What, did you expect a short documentary about the Grateful Dead?
Amir Bar-Lev’s documentary “Long Strange Trip” clocks in at just over four hours, which seems right for a band known for three-hour-plus concerts, rich with extended jams that stretched songs into double or triple their original running times. “Long Strange Trip” has a one-night-only screening at Marcus Point Cinemas at 7 p.m. Thursday.
Bar-Lev’s exhaustive, impressionistic and heartfelt film is a lot like a Grateful Dead jam. It’s frequently digressive, wandering off the main thread of the band’s history to chase one interesting but non-essential nugget. But just when you think it’s gone too far down one tangent, the film snaps back on track with a poignant, riveting moment.
The film opens on what seems like one of those tangents — frontman Jerry Garcia’s obsession with the Frankenstein myth, and with the movie “Abbott and Costello Meet Frankenstein,” in particular. At first it appears like a fun, weird detail that embodied Garcia’s image as a playful Buddha-like figure.
But as the film returns again and again to Frankenstein, a darker meaning emerges. The Grateful Dead was very much Garcia’s Frankenstein monster, something he brought life to and let walk the earth. But as the monster grew more and more powerful, Garcia became as much its servant as its master. And, in the end, his creation destroyed him.
The Grateful Dead is heralded as the best American band by its legions of Deadheads. Bar-Lev, an obvious Dead fan, makes the case that the Dead were the most American band, as they functioned as a democracy. Garcia was the reluctant leader of the group of talented but disparate musicians who somehow formed a more perfect union in the Dead’s sound.
And while they grew out of the 1960s counterculture of Haight-Ashbury, LSD and the search for transcendence within their music, they also prided themselves on being a blue collar, working band first and foremost. As one band member puts it, “We’re in the transportation business,” summing up both the band’s desire to transport their audiences to mind-expanding places, and to make a living doing so.
“Long Strange Trip” spends a lot of time with the surviving members of the Dead, including guitarist Bob Weir, bass player Phil Lesh and drummer Mickey Hart, as well as roadies, managers, publicists, wives and girlfriends. Most are surprisingly unguarded in telling the Dead’s story, the ups and downs, the pressures and pleasures of life in a huge band.
The one aspect of the Dead that gets short shrift, deliberately, is the fans. While Bar-Lev interviews a couple of famous Deadheads (he gets into an amiable argument with Sen. Al Franken over which live version of “Althea” is the best), the film views the mass of humanity known as “Deadheads” from a wary distance.

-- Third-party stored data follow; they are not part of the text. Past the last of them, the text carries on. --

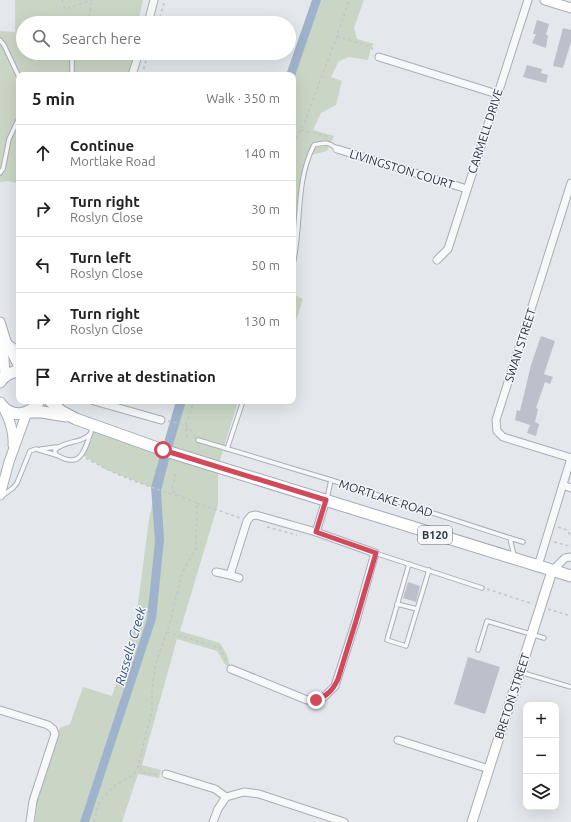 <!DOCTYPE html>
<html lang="en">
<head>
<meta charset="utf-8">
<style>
  body { margin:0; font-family:Ubuntu,sans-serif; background:#f2f2f2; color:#222 }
  .controls { position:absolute; right:12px; bottom:12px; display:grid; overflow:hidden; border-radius:8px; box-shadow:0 4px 16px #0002 }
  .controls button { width:36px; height:36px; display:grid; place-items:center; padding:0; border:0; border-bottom:1px solid #e0e0e0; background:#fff; color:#222; font:20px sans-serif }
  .stop { position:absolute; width:12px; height:12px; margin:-9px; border:3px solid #d1495b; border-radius:50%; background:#fff }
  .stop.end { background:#d1495b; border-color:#fff; box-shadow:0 1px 4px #0008 }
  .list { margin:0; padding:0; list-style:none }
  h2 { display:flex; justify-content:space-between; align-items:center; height:52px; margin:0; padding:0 16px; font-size:17px }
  h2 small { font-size:13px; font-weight:400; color:#767676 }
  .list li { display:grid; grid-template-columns:26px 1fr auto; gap:12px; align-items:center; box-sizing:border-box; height:56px; padding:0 16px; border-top:1px solid #e0e0e0 }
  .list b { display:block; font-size:15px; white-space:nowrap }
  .list p { margin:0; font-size:13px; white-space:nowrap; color:#767676 }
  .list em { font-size:13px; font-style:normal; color:#767676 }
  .icon { flex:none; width:22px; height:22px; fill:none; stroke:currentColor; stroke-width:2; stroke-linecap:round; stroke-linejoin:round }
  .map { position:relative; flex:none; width:571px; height:822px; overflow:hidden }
  .search { position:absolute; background:#fff; box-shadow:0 4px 16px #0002; left:16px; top:16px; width:280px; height:44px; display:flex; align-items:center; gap:10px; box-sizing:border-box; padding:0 14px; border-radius:22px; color:#767676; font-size:15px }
  .panel { position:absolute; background:#fff; box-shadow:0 4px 16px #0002; left:16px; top:72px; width:280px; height:332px; border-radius:8px }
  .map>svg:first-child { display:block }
  .green { fill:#c9d6c5 }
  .water { fill:#9fb4cc }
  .building { fill:#bbc0ca }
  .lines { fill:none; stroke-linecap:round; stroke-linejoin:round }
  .lane-casing { stroke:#a9aeb7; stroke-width:5.5 }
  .street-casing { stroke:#a9aeb7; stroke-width:9 }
  .secondary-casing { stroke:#a9aeb7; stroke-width:11 }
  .primary-casing { stroke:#a3abb8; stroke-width:13 }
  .path { stroke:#c2c5cb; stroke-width:1.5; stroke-dasharray:3 3; stroke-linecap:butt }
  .lane { stroke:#f7f8fa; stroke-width:3.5 }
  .street { stroke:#f7f8fa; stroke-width:7 }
  .secondary { stroke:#fff; stroke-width:9 }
  .primary { stroke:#fff; stroke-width:11 }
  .route { stroke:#d1495b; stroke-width:5 }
  .labels { text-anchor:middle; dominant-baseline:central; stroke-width:3; stroke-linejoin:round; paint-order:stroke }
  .shield { fill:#f4f6f9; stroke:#676e7b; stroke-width:1 }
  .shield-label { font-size:11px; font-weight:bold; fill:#2b3445 }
  .street-label { font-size:12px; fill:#2b3445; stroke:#f4f6f9 }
  .water-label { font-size:13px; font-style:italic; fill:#34527a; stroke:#f4f6f9 }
</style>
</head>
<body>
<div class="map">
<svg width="571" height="822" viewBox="0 0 571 822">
  <rect width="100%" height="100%" fill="#e4e7ec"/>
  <g class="green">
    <path d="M15,0H143L138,23H23V53H139L132,75H19V184L9,181L0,182V31L15,32Z"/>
    <path d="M315,0H364L354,28L357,39L374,44L371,47L368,60L349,57L339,61L331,77L342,81L336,105L321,113L313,130L334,136L327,151L308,156L299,208L293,264V75H290Z"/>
    <path d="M293,294L303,299L293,330Z"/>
    <path d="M180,401H238L218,467V504L180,631L220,643L227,655L231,669L225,664L217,651L177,639L142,765L161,770L159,778L138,774L122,822H35L37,801L60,728L70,724L83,687L112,696L136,619L149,519L156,489L105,469L83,455L93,425L166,451Z"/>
  </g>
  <g class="water">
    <path d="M312,0H321L293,82V75H286Z"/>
    <path d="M176,401H186L171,452L161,491L164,540L156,619L89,822H80L147,619L155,541L151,487Z"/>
  </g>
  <g class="building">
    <path d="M537,20L549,24L546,35H548L546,48L532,43L536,34H533Z"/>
    <path d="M563,28L571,30V42L563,68L553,66Z"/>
    <path d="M527,65L542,69L541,73L548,75L546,83L523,77Z"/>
    <path d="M541,336L555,341L544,374L553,377L550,384L545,382L536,408L538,409L535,422L539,424L536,436L527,433L530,425L515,420L517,410L520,411L531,365Z"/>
    <path d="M408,582L420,586L416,602L403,598Z"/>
    <path d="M468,657L500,667L485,714L454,704Z"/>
  </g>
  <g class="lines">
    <g class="lane-casing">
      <g id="lane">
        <path d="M0,40L4,45L19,77"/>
        <path d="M72,56V75"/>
        <path d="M0,173L3,169L9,139L19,118"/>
        <path d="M293,264C302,225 295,181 314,145C325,142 329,142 337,149"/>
        <path d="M91,433C82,444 65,440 55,450V454C83,472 85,447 93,426"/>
        <path d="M198,440L331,480L510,538L514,556"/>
        <path d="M41,449L57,447"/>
        <path d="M227,449L243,401"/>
        <path d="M2,496L13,488L17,483L30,451L36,449L56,455"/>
        <path d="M327,499L331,480"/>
        <path d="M510,538L523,542"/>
        <path d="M375,553L482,588"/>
        <path d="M409,564L387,640L406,646L429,570"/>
        <path d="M397,604L417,609"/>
        <path d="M478,650L487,621L544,638"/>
        <path d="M520,672L571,687"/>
      </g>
    </g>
    <g class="street-casing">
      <g id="street">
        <path d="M148,23L154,0"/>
        <path d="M379,57L497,94"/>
        <path d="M132,75L139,53"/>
        <path d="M337,149L467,189"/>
        <path d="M437,260L448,249L528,0"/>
        <path d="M9,344L19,351"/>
        <path d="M94,401L161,420"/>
        <path d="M563,485L571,488"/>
        <path d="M316,532L326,500"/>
        <path d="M538,566L571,458L503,437L497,431L496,420L571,183"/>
        <path d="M552,571L565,558L571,557"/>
        <path d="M216,572L230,575L247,521L251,516L256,515L316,532L375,553L356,621L335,686L324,697L316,700H307L231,669"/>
        <path d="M230,575L239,578"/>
        <path d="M0,710L48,725L53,729L55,734L33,801L30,822"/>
        <path d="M398,740L489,769"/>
        <path d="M166,774L215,789L226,797"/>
        <path d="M213,822L218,809L226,797L244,792L259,794L344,822"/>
      </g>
    </g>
    <g class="secondary-casing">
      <g id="secondary">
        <path d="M545,0L571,8"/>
        <path d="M0,322L6,341L19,367"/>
        <path d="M3,341L5,376"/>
        <path d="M3,407C10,420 14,431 13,445"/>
        <path d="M0,495L9,462L27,412"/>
        <path d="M472,822L552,571"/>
      </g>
    </g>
    <g class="primary-casing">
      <g id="primary">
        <path d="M0,382C4,375 11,372 19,371"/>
        <path d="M50,401L61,411L76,419L163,450L571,576"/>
        <path d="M0,403C10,418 30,417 39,401"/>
        <path d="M29,412H42L66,416"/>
      </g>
    </g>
    <g class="path">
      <path d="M62,0L65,9L92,0"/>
      <path d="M88,23L92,0"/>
      <path d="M158,23L165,0"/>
      <path d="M337,36L371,47L374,51"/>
      <path d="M142,75L148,53"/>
      <path d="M301,130L326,136L327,137"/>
      <path d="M293,144L304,124L337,36L349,0"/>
      <path d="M168,421L186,425L195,436"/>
      <path d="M187,437L186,425L194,401"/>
      <path d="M86,458C115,475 146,486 178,496"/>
      <path d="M197,503L240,518"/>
      <path d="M267,527L297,535"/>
      <path d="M558,527L567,530L571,536"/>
      <path d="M554,542L569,546L571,545"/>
      <path d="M487,589L533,604"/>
      <path d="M548,609L571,616"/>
      <path d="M167,632L220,648L227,662"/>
      <path d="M138,766L142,767L140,772L158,775"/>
      <path d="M94,822L99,802L114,786L133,775L137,770L152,710V691L155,666L170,622L182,573L196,548L197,503L182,497L172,491L176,471"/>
    </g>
    <use href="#lane" class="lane"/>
    <use href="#street" class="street"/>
    <use href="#secondary" class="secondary"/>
    <use href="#primary" class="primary"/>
  </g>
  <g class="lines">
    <path class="route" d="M163,450L326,500L316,532L376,553L356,621L338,679C333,690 327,696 316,700"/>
  </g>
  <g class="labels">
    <rect class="shield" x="418" y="526" width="34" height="18" rx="3"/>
    <g class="shield-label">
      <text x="435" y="535">B120</text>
    </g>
    <g class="street-label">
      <text transform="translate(485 131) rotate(-72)">CARMELL DRIVE</text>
      <text transform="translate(402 169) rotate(17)">LIVINGSTON COURT</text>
      <text transform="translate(520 345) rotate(-72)">SWAN STREET</text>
      <text transform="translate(386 498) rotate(18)">MORTLAKE ROAD</text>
      <text transform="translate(512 696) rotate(-72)">BRETON STREET</text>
    </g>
    <g class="water-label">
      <text transform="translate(130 646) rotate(-74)">Russells Creek</text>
    </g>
  </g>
</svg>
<div class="controls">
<button>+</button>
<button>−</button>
<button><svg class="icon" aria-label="layers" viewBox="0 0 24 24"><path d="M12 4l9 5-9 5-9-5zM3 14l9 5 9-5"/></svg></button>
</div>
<div class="stop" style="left:163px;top:450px"></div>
<div class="stop end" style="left:316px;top:700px"></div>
<div class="search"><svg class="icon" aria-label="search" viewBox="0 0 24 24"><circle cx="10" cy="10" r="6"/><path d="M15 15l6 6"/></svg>Search here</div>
<section class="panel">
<h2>5 min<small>Walk · 350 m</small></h2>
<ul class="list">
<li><svg class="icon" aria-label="ahead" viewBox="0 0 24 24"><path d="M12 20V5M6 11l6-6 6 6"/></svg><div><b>Continue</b><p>Mortlake Road</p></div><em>140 m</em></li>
<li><svg class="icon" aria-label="right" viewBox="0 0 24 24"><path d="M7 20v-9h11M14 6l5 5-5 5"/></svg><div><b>Turn right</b><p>Roslyn Close</p></div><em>30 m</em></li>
<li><svg class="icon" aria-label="left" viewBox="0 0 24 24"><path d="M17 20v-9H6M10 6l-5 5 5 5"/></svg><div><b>Turn left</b><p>Roslyn Close</p></div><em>50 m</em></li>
<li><svg class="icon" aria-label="right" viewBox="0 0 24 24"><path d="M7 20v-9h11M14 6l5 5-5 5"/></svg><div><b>Turn right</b><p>Roslyn Close</p></div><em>130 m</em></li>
<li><svg class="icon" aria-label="arrive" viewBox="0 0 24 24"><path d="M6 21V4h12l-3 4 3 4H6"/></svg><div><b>Arrive at destination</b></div></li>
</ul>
</section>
</div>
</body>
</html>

While in the beginning Garcia viewed the fans as an essential part of a Dead show, the band just grew too big, playing stadiums where there were as many fans partying outside as crammed inside. The connection between musician and fan was lost, and Garcia found himself forced into a Messiah-like role he absolutely did not want.
“You don’t want to be the king,” he says in one interview. The film argues that the weight of leading the Dead fueled his heavy drug use, and eventually led to a fatal heart attack in 1995 at the age of 53.
The irony of the film’s ambivalence towards Deadheads is that, of course, they are the target audience for “Long Strange Trip.” And the film is a treasure trove of never-before-seen backstage footage, concert performances, old photos and reminiscences.
But “Long Strange Trip” is a lot more than just a “fan service” documentary. It's a mostly successful attempt to reclaim the Grateful Dead from their mythology and present them in a serious new light that even skeptics can appreciate.